Starting about two years ago and taking advantage of the city’s several large-scale capital improvement projects, Bothell’s emergency crews have had what McAuliffe called once-in-a-career opportunities for some hands-on “destruction training.”

Starting with homes that were ultimately removed for the ongoing work at Wayne Curve, Bothell’s firefighters have been able to train in numerous buildings around the city. They did extensive work in at least three commercial buildings vacated to make way for the realigning of State Route 522. Most recently, they have been put through their paces in the former Hopelink building now slated for demolition.

Bothell Lt. Adam Lamb said local officials definitely shared their sudden wealth, undergoing joint training operations with the Northshore Fire Department in Kenmore, as well as fire and rescue squads from several other surrounding cities.

Lamb noted that calling the exercises “destruction training” makes that training sound like guys with heavy tools having fun. And he and others said the training indeed can be fun. But, obviously, there is a serious side to it, as well.

“You rarely get a chance to cut a real roof,” Lamb said. The city has a simulated roof firefighters train on, but Lamb insists that it’s no substitute for the real thing.

“So much of our training, you just have to pretend,” added firefighter Josh Prince.

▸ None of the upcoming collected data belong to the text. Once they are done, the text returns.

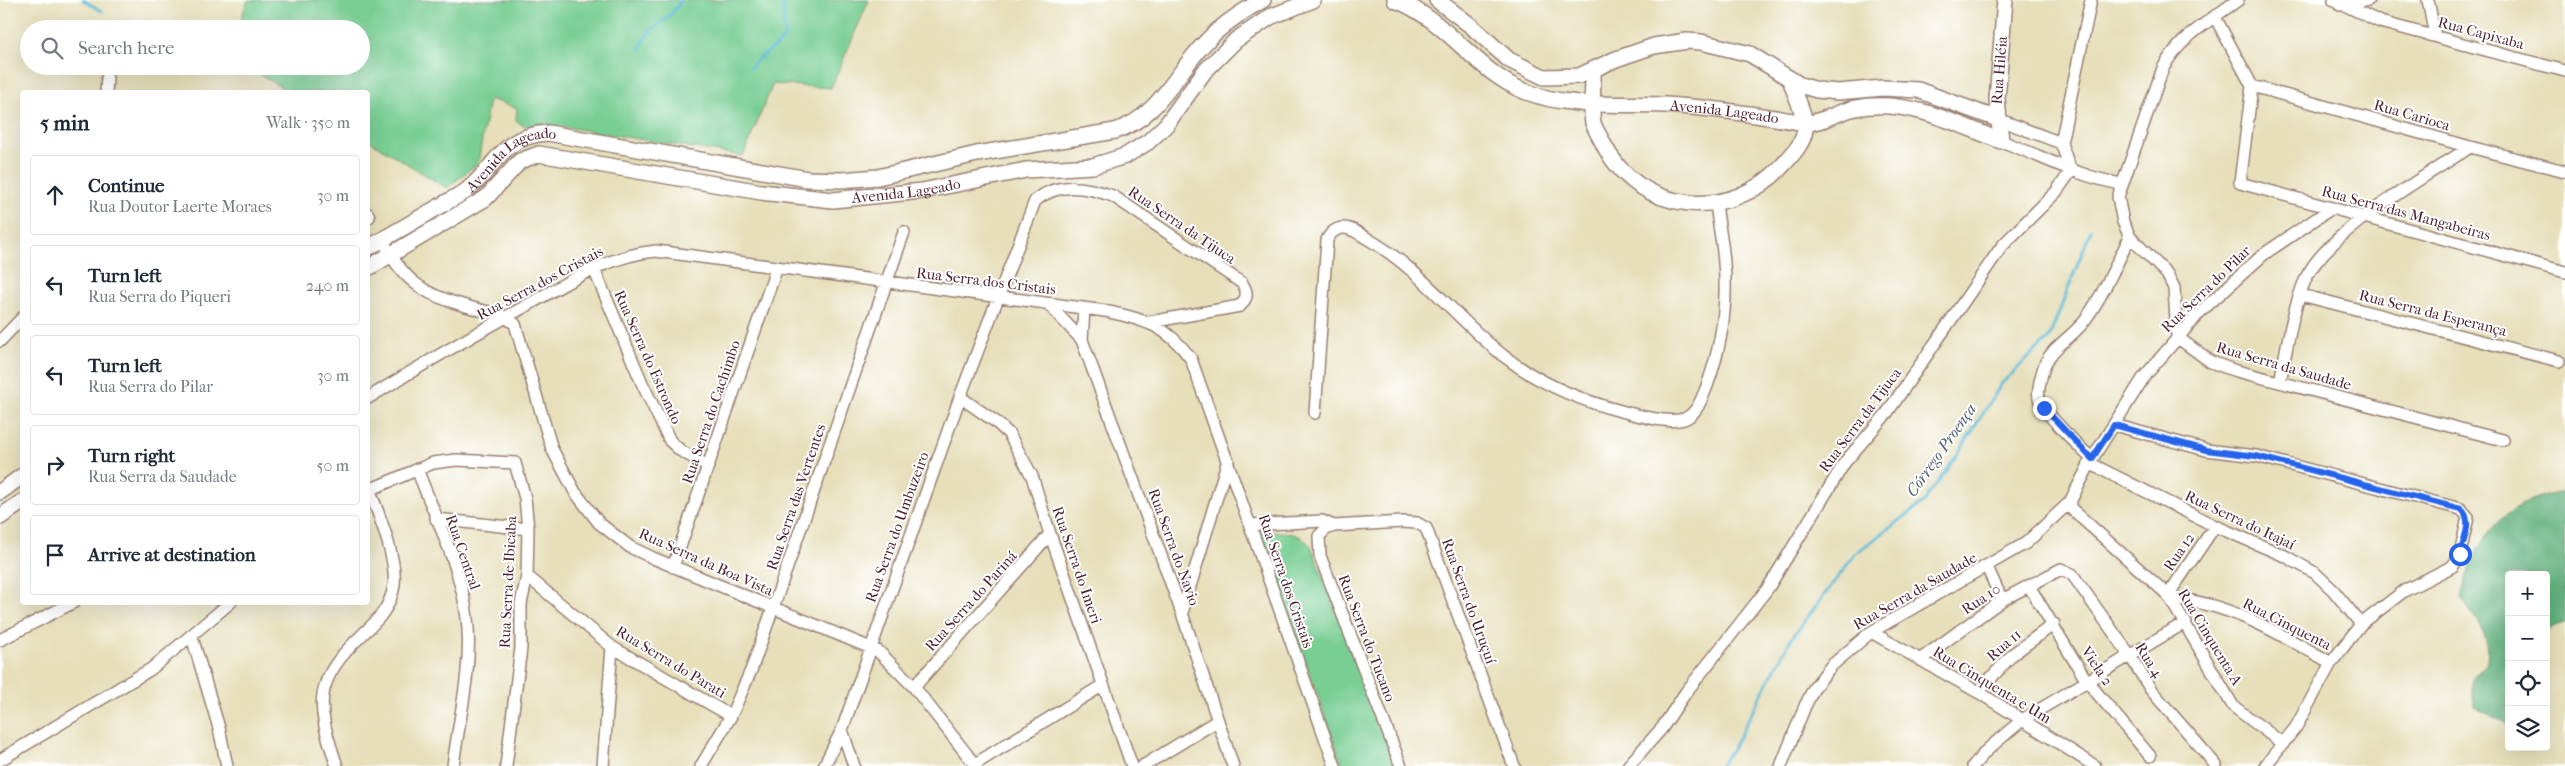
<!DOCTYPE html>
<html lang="en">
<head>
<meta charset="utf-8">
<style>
  :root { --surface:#fff; --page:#f6f6f7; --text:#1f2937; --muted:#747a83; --line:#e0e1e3 }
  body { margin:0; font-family:"IM FELL French Canon",serif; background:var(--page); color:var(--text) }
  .controls { position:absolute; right:15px; bottom:15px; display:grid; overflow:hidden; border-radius:5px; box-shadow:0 5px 20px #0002 }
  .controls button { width:45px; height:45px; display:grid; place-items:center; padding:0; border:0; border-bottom:1px solid var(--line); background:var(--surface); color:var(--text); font:25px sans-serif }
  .stop { position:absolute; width:15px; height:15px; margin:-11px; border:4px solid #2563eb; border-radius:50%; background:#fff }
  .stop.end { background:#2563eb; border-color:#fff; box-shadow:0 1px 5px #0008 }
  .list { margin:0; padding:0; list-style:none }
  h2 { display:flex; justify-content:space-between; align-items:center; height:65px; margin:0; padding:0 20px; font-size:21px }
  h2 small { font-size:16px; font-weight:400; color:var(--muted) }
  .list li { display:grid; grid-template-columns:32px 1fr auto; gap:15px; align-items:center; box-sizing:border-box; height:80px; margin:0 10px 10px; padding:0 10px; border:1px solid var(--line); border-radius:5px }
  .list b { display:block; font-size:19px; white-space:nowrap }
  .list p { margin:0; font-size:16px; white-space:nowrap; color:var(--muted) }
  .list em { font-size:16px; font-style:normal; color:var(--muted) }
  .icon { flex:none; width:28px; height:28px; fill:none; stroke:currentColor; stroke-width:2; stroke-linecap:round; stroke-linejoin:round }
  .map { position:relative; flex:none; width:2565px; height:766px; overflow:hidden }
  .search { position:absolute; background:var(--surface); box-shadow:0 5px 20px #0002; left:20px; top:20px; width:350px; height:55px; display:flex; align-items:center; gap:12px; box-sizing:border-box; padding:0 18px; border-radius:28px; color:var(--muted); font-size:19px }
  .panel { position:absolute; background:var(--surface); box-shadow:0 5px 20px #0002; left:20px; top:90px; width:350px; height:515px; border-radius:5px }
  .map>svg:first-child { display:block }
</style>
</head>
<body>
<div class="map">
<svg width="2565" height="766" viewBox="0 0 2565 766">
  <rect width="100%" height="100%" fill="#fff"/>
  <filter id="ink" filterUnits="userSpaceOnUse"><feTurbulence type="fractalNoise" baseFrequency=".02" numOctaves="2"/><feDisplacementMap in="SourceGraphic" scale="10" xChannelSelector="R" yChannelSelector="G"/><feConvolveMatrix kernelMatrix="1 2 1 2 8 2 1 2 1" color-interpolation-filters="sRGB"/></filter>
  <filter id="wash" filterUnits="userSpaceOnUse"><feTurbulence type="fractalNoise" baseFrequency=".0096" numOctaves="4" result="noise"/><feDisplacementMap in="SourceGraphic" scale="20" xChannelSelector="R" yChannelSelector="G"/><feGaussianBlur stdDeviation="1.12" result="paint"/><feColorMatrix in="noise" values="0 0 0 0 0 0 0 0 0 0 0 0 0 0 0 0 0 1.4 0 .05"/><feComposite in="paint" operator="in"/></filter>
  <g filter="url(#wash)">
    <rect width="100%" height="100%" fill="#e6dfba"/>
    <!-- green -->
    <path fill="#78ce93" stroke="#61765f" d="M 248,0 L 869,0 L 831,88 L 773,84 L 743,156 L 546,124 L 523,126 L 516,120 L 517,108 L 489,99 L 478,163 L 447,188 L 368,140 L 368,92 L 289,92 L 246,66 L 361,66 L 361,29 L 237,29 Z
      M 1259,532 C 1280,532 1299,529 1312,548 L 1395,766 L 1343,766 Z"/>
    <!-- forest -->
    <path fill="#62b17d" stroke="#566854" d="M 2564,492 L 2565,623 L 2557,625 L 2546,631 L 2546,575 L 2509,575 L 2509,725 L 2475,707 C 2471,694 2467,682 2478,671 C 2480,669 2484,666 2486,663 C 2494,640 2474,616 2461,599 C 2473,541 2501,500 2564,492 Z"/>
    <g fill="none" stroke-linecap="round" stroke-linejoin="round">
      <!-- stream -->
      <path stroke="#57b7d5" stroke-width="3" d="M 83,0 L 102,11
        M 640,51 C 647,22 668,26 681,0
        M 750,68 C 761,52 774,52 785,37 L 782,0
        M 1720,766 L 1734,746 L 1791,639 L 1856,553 L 1923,503 L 1959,452 L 2002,383 L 2049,338 L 2091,230"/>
    </g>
  </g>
  <g filter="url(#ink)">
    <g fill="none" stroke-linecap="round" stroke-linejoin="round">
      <defs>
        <path id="minor" d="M 2238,0 C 2210,20 2179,38 2163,68 L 2118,197 L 2123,222 L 2130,237 L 2167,274 L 2174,288 L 2177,337 L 2211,362 L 2233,370 L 2503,440
          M 2334,0 L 2380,22 L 2565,71
          M 2428,0 L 2435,36
          M 2340,5 L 2368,0
          M 2215,17 L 2252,86 L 2240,183 L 2565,272
          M 2252,86 L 2470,147 L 2565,171
          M 106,92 L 107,78
          M 2000,120 L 2061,143
          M 2001,141 C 2042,156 2078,177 2122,184
          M 2071,171 L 2061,143 L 2091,0
          M 368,214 L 369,217
          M 387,248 C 409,290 436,298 480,310 C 493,313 505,315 515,324 L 552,449 L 575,492 L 599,523 L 630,547 L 653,558 L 878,651 L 914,687 L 976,766
          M 594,269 L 642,383 L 670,441 L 681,451 L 708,466
          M 2301,295 L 2559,361
          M 1048,304 L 1082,340 L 1182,613 L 1233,766
          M 1082,340 L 1084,309
          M 0,341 L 22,318
          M 2280,382 C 2287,348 2292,310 2306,278 C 2328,231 2425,177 2470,147
          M 960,397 L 996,422 L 1009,434 L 1032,476 L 1050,534 L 1132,766
          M 368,398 C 420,366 473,335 526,306 C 567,283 608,255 656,251 L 1105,311 C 1144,320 1166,324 1191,359 L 1335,766
          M 1315,413 L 1327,240 C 1330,233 1336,228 1344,228 C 1353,228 1361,235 1368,239 C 1422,270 1457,320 1505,357 C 1539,383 1579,400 1621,411 C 1636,415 1669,424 1684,419 C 1697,414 1702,398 1707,386 C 1721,347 1728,305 1724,263 C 1723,243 1718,224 1716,203
          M 2114,425 L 2206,450 L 2256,456 L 2461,509 L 2468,517 L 2460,554 L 2453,566 L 2404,591 L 2361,624 L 2331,663 L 2296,727 L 2265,766
          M 2092,459 C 2080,447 2042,412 2039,398 C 2037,390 2042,372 2045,364 C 2052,348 2070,338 2081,325 C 2102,299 2115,266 2130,237
          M 2089,463 L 2215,526 L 2285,556 L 2315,573 L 2333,590 L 2361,624
          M 417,469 C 435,517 461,566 467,618 C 473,666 459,718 453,766
          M 369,490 L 433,463 L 456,460 L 515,463 L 525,498 L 528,529 L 527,576 L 521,604 L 521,648 L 506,766
          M 2067,505 L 2168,595 L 2233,706 L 2283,744
          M 436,519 L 528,529
          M 1251,525 L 1322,521 L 1334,526 L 1403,522 L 1417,523 L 1426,528 L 1514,766
          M 1334,526 L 1326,529 L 1319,536 L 1320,556 L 1401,766
          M 673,567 L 777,267
          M 1987,567 L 2002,600
          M 527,576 L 612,647 L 731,716
          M 2029,586 L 2086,680 L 2150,756
          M 2168,595 L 2215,526
          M 2171,598 C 2229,603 2281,634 2331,663
          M 1182,613 L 1228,460
          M 1871,632 L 1983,695 L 2095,766
          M 192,637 L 219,728 L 227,766
          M 0,640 L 74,602
          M 1921,659 L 2002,600 L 2061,569 L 2072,574 L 2129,654 L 2151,690 L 2216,765 L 2215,766
          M 914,687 L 1050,534
          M 1978,692 L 2013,654 L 2054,624
          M 842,730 L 854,766
          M 0,760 L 151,669 L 231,602
          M 975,764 L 1103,685
          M 337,766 C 315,702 313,681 364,633 C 379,619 391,606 394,585 C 397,557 378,513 368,486
          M 603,766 L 612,647
          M 701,766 L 731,716 L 752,668 L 904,232
          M 824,766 L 842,730 L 960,397 L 1035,201 C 1058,181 1087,187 1113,196 L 1242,283 C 1248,293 1248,297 1240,306 L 1150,322
          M 1143,766 L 1217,721
          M 1628,766 L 1662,728 L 1686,692 L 1768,588 L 1845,462 L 1887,413 L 2002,246 L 2056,192 L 2071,171
          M 1781,766 L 1805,706 L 1814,688 L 1831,666 L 1871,632 L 2026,543 L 2070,502 L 2092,459 L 2144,377 L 2200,312 L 2264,254 L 2332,208
          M 1973,766 L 1987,750 L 2022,720 L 2186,622"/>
        <g id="major">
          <path id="s1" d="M 1395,0 C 1447,19 1475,71 1524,91 C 1570,109 1618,103 1666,105 C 1713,108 1759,115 1805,123 C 1823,123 1838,111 1856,108 C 1906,98 1956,123 2001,141 L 1997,99 L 2005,0"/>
          <path d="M 1437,0 L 1470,25 L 1509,60 L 1544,77 L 1579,76 L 1616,59 L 1654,46 L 1687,41 L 1701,42 L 1750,54 L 1800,85 L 1817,90 L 1838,92 L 1883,88 L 1918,90 L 2000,120"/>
          <path d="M 1593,70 C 1594,86 1590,106 1593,123 C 1595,129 1600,137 1603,143 C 1638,215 1732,223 1783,165 C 1792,155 1803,144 1805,130 C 1807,118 1794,92 1790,79"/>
          <path id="s2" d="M 368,248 L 466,191 C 498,166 500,136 548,133 L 808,179 L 841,180 L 878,177 L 977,154 L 1115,131 C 1158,118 1175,74 1204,44 C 1221,25 1241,12 1263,0"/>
          <path id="s3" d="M 368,268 L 486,198 L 520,161 L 539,154 L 761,192 L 833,200 L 922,191 L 1026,170 L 1093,166 L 1125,156 L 1148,142 L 1166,125 L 1204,72 L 1236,40 L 1270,17 L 1313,0"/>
          <path d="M 0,492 L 22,476"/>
          <path d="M 0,517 L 22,502"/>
        </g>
      </defs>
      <!-- minor casing -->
      <use href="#minor" stroke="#987f72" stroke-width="14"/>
      <!-- major casing -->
      <use href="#major" stroke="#987f72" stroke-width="18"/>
      <!-- minor -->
      <use href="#minor" stroke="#fff" stroke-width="11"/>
      <!-- major -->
      <use href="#major" stroke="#fff" stroke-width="15"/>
    </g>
  </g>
  <g fill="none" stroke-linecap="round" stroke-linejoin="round" filter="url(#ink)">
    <!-- route -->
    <path stroke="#2563eb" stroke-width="6" d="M 2044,408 L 2092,459 L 2114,425 L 2206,450 L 2256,456 L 2461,509 C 2474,520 2463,540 2460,554"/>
  </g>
  <g text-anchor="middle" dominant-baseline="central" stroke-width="4" stroke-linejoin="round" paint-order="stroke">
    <!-- street labels -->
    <g font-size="15" fill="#4a1f2b" stroke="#fff">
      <text transform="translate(2481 33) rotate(15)">Rua Capixaba</text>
      <text stroke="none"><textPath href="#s1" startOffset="718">Rua Hiléia</textPath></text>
      <text stroke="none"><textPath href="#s1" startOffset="361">Avenida Lageado</textPath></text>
      <text transform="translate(2412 115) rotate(16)">Rua Carioca</text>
      <text stroke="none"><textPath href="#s2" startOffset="171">Avenida Lageado</textPath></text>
      <text stroke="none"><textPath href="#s3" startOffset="579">Avenida Lageado</textPath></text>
      <text transform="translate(2406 213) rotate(15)">Rua Serra das Mangabeiras</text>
      <text transform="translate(1182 225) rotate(34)">Rua Serra da Tijuca</text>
      <text transform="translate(986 281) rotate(7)">Rua Serra dos Cristais</text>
      <text transform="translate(540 283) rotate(-28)">Rua Serra dos Cristais</text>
      <text transform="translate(2206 289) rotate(-44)">Rua Serra do Pilar</text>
      <text transform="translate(2433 313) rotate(14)">Rua Serra da Esperança</text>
      <text transform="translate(648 357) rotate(66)">Rua Serra do Estrondo</text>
      <text transform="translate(2284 366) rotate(16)">Rua Serra da Saudade</text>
      <text transform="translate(711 412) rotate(-71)">Rua Serra do Cachimbo</text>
      <text transform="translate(1860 420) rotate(-53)">Rua Serra da Tijuca</text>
      <text transform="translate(796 497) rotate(-71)">Rua Serra das Vertentes</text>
      <text transform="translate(2240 520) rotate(25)">Rua Serra do Itajaí</text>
      <text transform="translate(897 527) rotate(-70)">Rua Serra do Umbuzeiro</text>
      <text transform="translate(1174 547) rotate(70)">Rua Serra do Navio</text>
      <text transform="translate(463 552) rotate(71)">Rua Central</text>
      <text transform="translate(2179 552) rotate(-56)">Rua 12</text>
      <text transform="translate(706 562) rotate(24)">Rua Serra da Boa Vista</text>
      <text transform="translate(1077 565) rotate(71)">Rua Serra do Imeri</text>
      <text transform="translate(1286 581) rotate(71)">Rua Serra dos Cristais</text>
      <text transform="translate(508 582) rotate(-87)">Rua Serra de Ibicaba</text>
      <text transform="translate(1915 591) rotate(-30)">Rua Serra da Saudade</text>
      <text transform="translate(1981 599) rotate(-34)">Rua 10</text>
      <text transform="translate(971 601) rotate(-48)">Rua Serra do Pariná</text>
      <text transform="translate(1469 601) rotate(70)">Rua Serra do Uruçuí</text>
      <text transform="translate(2287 624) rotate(27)">Rua Cinquenta</text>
      <text transform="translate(2210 637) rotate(59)">Rua Cinquenta A</text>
      <text transform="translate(1367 638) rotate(69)">Rua Serra do Tucano</text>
      <text transform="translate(2004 645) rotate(-41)">Rua 11</text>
      <text transform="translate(2149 660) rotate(58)">Rua 4</text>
      <text transform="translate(671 662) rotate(31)">Rua Serra do Parati</text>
      <text transform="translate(2097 666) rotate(56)">Viela 2</text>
      <text transform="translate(1992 685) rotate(31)">Rua Cinquenta e Um</text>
    </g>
    <!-- water labels -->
    <g font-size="16" font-style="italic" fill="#4f5c6f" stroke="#fff">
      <text transform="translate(1941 450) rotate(-55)">Córrego Proença</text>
    </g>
  </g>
</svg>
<div class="controls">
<button>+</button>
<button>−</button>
<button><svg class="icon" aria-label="locate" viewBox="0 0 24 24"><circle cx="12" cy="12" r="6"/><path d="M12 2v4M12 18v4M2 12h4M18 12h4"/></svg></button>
<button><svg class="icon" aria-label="layers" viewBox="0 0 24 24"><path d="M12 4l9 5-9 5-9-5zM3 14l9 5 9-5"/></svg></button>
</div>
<div class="stop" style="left:2460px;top:554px"></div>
<div class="stop end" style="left:2044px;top:408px"></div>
<div class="search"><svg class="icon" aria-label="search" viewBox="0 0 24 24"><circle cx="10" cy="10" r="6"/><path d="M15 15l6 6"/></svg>Search here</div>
<section class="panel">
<h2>5 min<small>Walk · 350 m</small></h2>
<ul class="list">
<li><svg class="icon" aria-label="ahead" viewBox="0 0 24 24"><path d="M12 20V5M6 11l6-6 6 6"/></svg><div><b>Continue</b><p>Rua Doutor Laerte Moraes</p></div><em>30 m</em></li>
<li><svg class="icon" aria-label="left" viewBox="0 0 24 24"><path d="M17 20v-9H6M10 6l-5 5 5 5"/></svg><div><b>Turn left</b><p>Rua Serra do Piqueri</p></div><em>240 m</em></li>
<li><svg class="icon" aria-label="left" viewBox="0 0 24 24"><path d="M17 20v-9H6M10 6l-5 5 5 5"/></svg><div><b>Turn left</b><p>Rua Serra do Pilar</p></div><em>30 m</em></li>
<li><svg class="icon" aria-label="right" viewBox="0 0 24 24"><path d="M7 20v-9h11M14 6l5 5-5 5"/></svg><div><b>Turn right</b><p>Rua Serra da Saudade</p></div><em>50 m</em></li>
<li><svg class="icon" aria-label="arrive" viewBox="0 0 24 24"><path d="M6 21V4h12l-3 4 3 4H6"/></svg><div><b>Arrive at destination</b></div></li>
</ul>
</section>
</div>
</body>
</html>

He said the recent training was about as real as training can get.

“We have a training tower,” continued firefighter Jason Emerson. “But we’ve been up and down it more times than you can count.” He said having a different environment to work in makes a huge difference.

“It’s an opportunity to really push yourself,” said firefighter Doug Werts.

At the former Bothell Landing shops and in two other nearby retail buildings, firefighters went through, among other exercises, search and rescue drills and practiced what McAuliffe called vertical ventilation.

Basically, such ventilation is one reason firefighters might cut a hole in the roof of a burning building. Lamb said the technique basically creates a makeshift chimney, giving the smoke and heat of a fire an escape route and allowing better access and visibility within a burning structure.

At the former Hopelink, training also has included search and rescue operations, practice working in confined spaces and contending with obstacles such as electrical wiring. Firefighters even piled up wrecked cars and practiced victim extraction techniques.

“It’s stuff you just don’t get to do until somebody on (Interstate) 405 decides to stop using a bridge abutment,” Lamb said.

Prince noted the department only recently put its extraction techniques to good use when a pick-up rolled over on the freeway.

McAuliffe and others said actually burning buildings is complicated and often involves environmental issues, so in the course of the training, Bothell’s department has started few real fires. Still, Werts noted they intend to burn, then douse, a few rooms at Hopelink. Officers hoping to become certified as fire inspectors will then need to figure out what happened in the burned areas.

McAuliffe said he wanted to publicly thank city staff, especially City Manager Bob Stowe and the public works department (who piled up those cars) for their help with setting up the training. He noted police and Public Works employees also went through some exercises in the various buildings.

While the firefighters emphasized the professional benefits of the training, they did return to the fun of it several times.

“Everybody leaves training with a big smile on their faces,” said Emerson.

Prince quipped “that what happens at Hopelink stays at Hopelink.”

“You need to get through a wall in 10 seconds, I’ll show you how to do it with a 10-pound sledge,” Lamb concluded.